## DATA FOR THE TASK

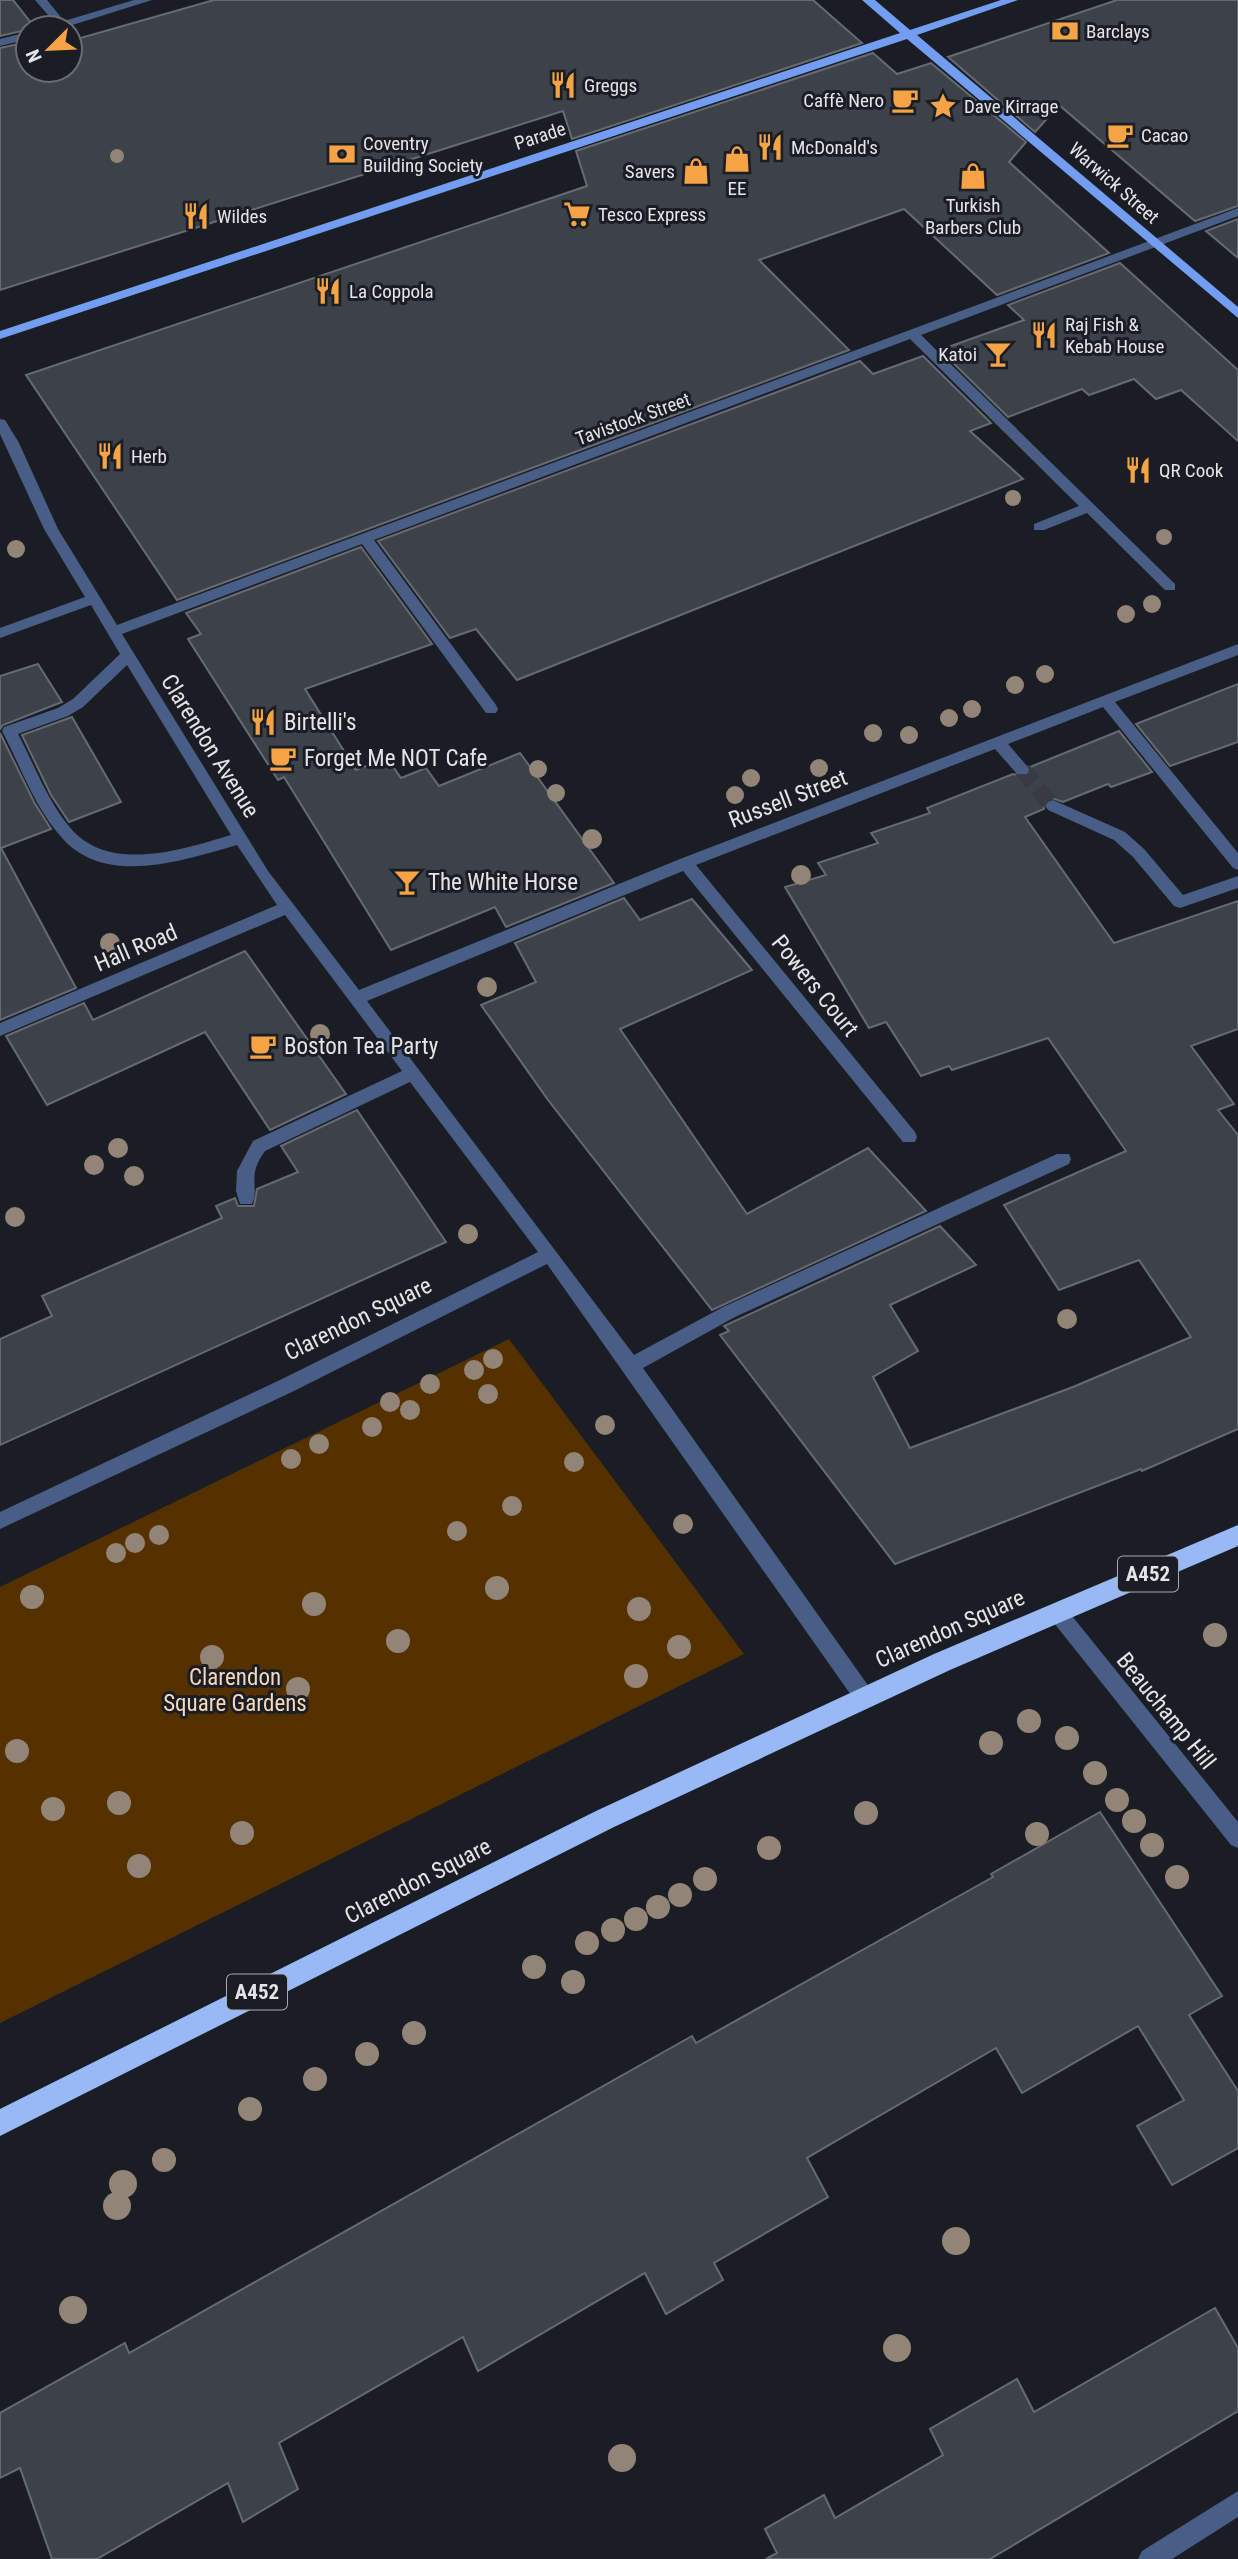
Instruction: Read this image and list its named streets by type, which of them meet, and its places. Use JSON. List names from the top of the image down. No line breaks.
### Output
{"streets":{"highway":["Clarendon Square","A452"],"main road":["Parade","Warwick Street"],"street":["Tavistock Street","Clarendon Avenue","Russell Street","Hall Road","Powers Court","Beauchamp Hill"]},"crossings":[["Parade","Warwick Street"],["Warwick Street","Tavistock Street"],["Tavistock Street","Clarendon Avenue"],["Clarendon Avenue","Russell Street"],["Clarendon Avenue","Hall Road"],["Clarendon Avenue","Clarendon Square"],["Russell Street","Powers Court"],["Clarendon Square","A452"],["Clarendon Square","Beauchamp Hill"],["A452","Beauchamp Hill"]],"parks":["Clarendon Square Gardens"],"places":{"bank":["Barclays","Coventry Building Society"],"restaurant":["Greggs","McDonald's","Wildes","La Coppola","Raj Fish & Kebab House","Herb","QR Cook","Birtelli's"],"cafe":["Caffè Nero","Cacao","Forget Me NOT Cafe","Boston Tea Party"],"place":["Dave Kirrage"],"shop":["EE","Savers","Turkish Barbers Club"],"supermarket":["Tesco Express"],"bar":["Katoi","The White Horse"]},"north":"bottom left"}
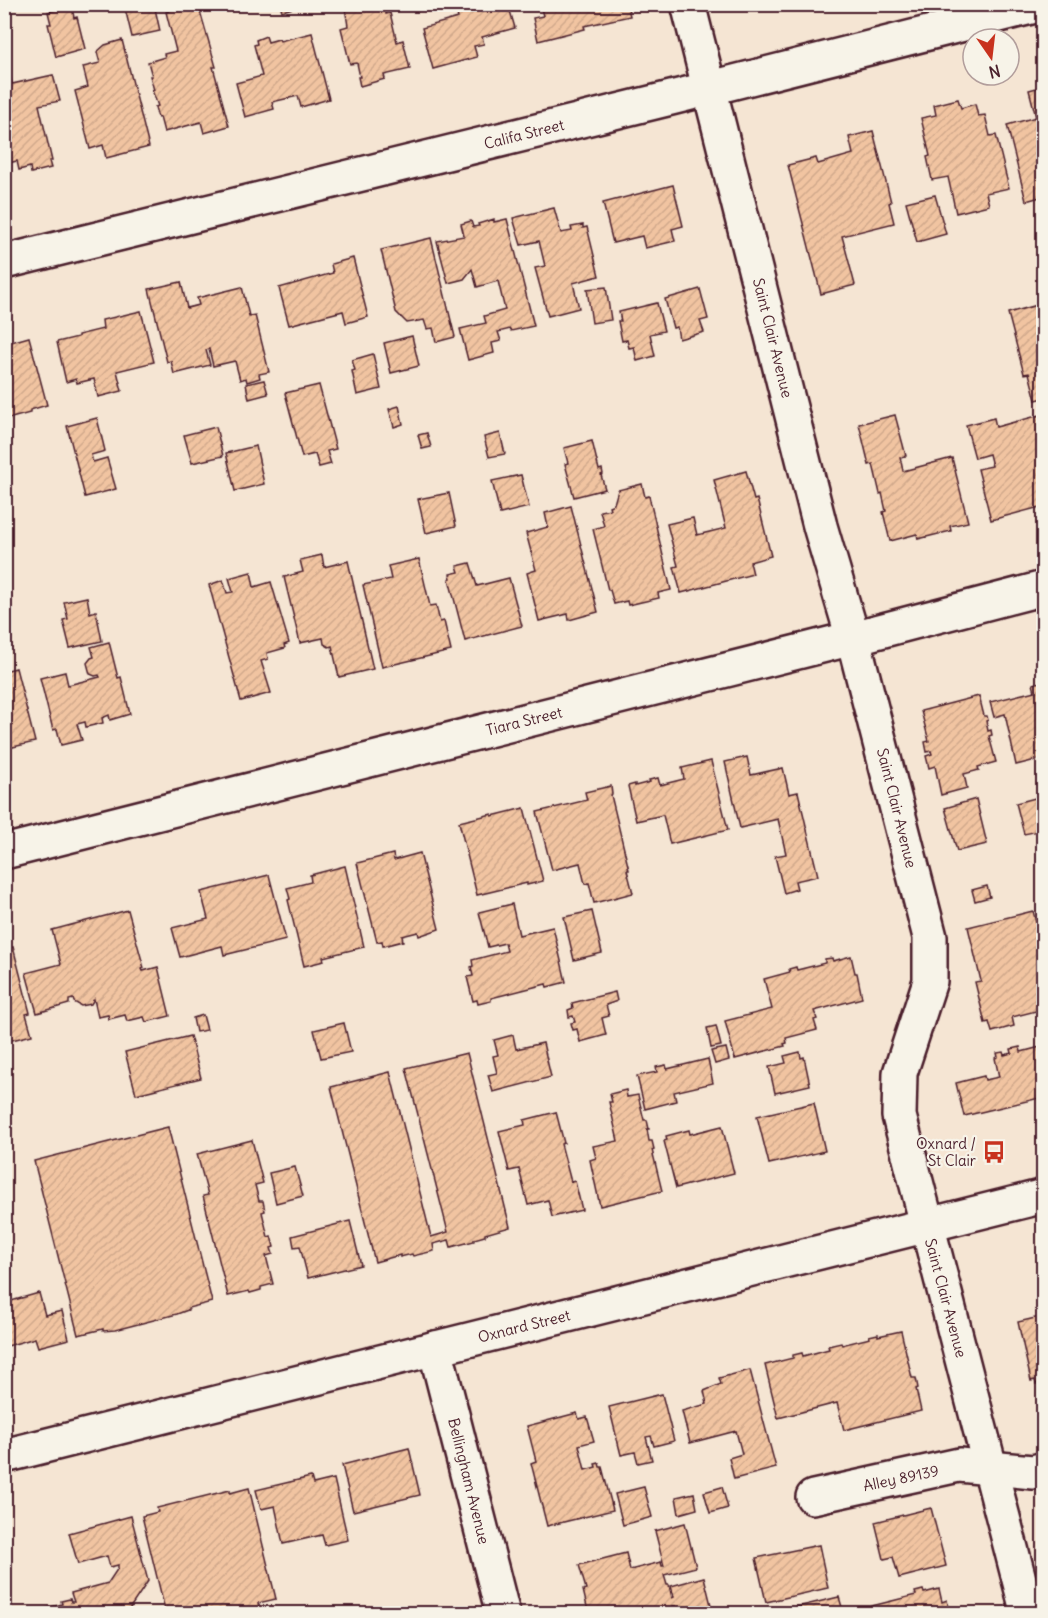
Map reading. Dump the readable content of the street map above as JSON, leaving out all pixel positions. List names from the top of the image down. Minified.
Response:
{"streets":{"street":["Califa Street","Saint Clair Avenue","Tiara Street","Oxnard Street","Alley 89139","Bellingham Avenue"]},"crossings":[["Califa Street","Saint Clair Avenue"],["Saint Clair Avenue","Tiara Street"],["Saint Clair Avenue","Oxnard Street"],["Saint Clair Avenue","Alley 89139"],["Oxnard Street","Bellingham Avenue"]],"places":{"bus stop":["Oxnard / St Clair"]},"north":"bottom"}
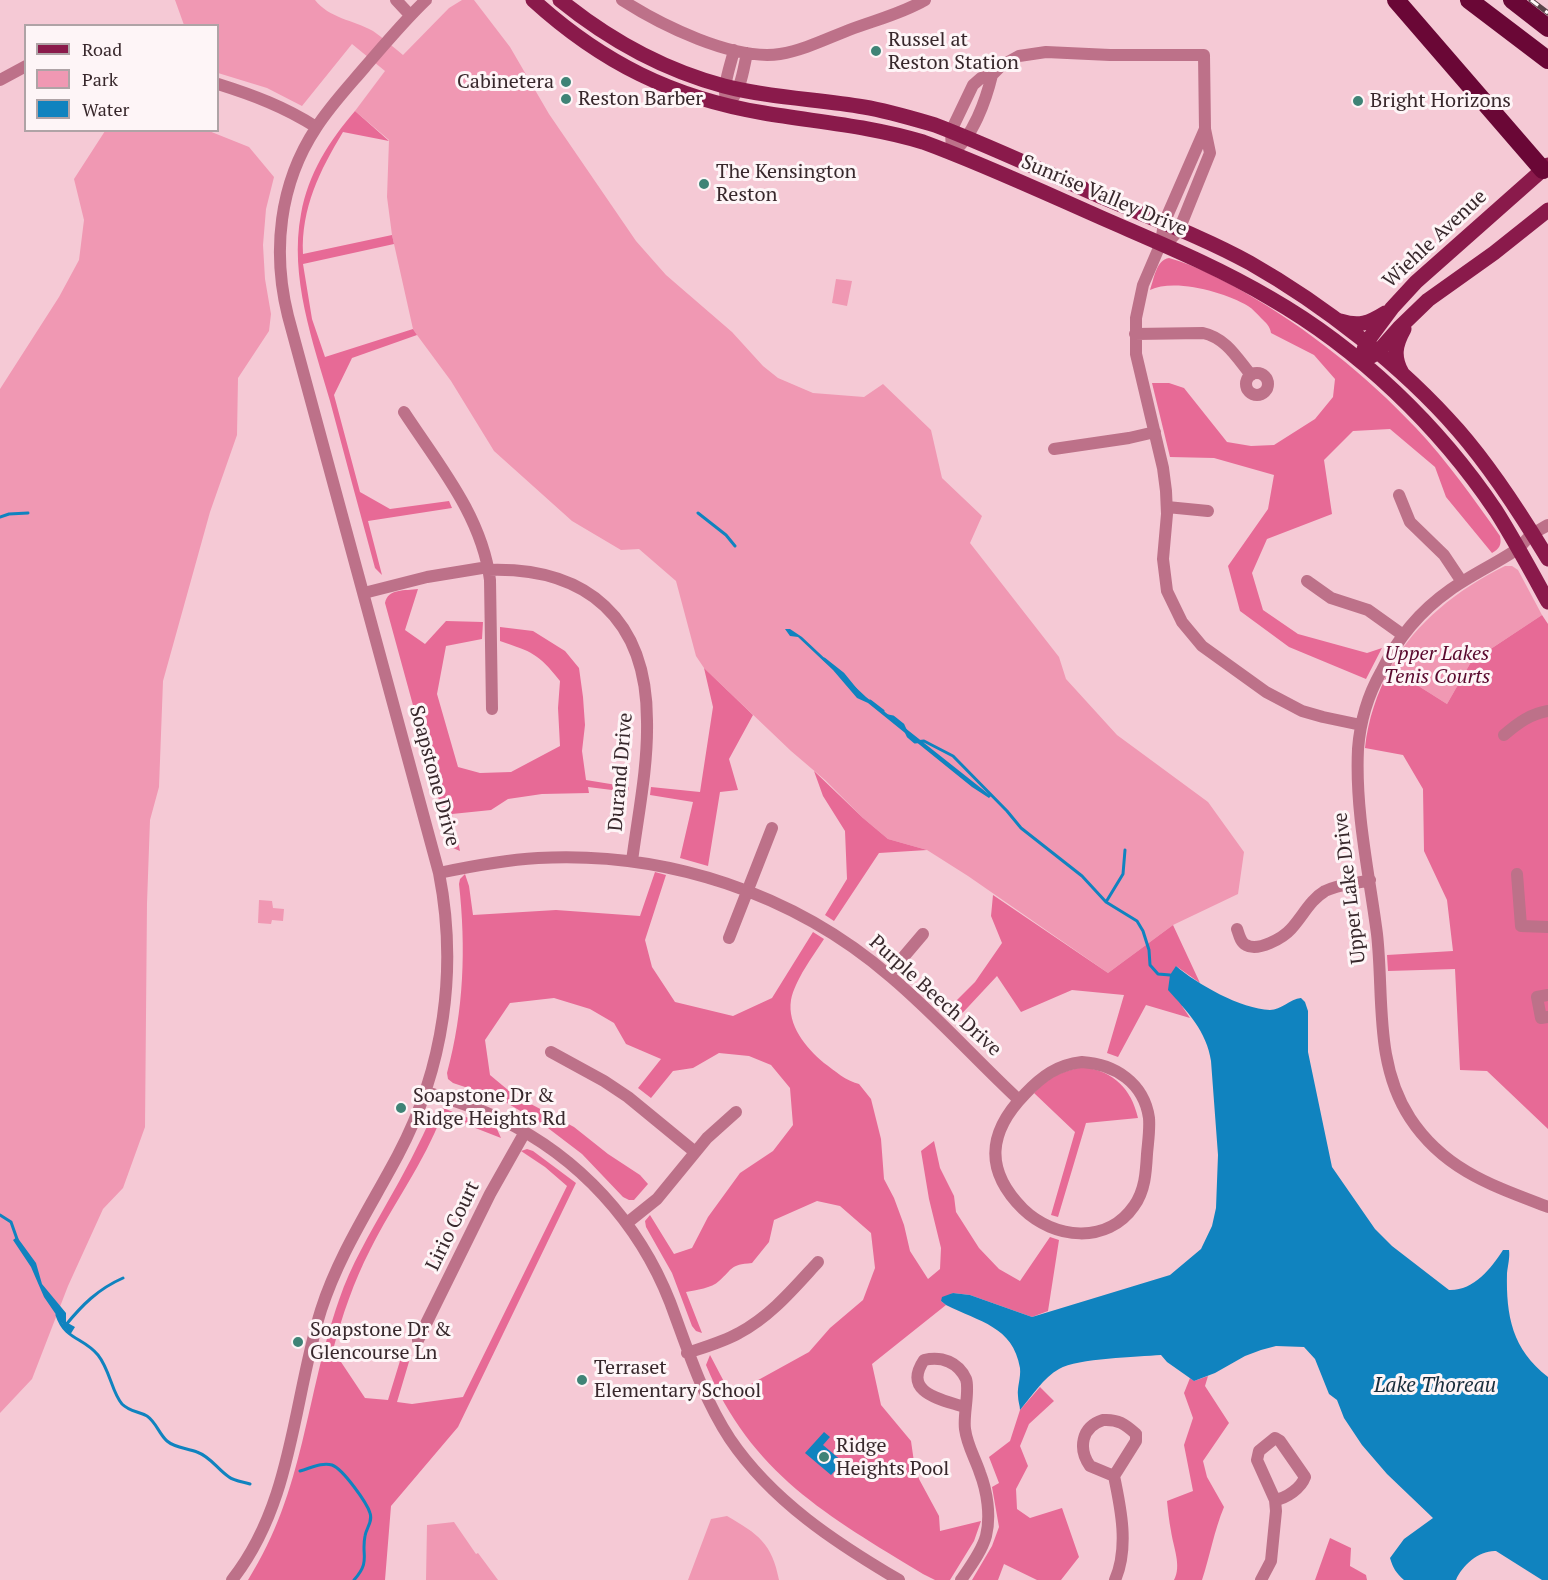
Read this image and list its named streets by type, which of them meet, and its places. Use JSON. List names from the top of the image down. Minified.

## EXERCISE
Answer with one number only, the count of lines in the listing that hold the word "meet".

## EXERCISE RESULT
2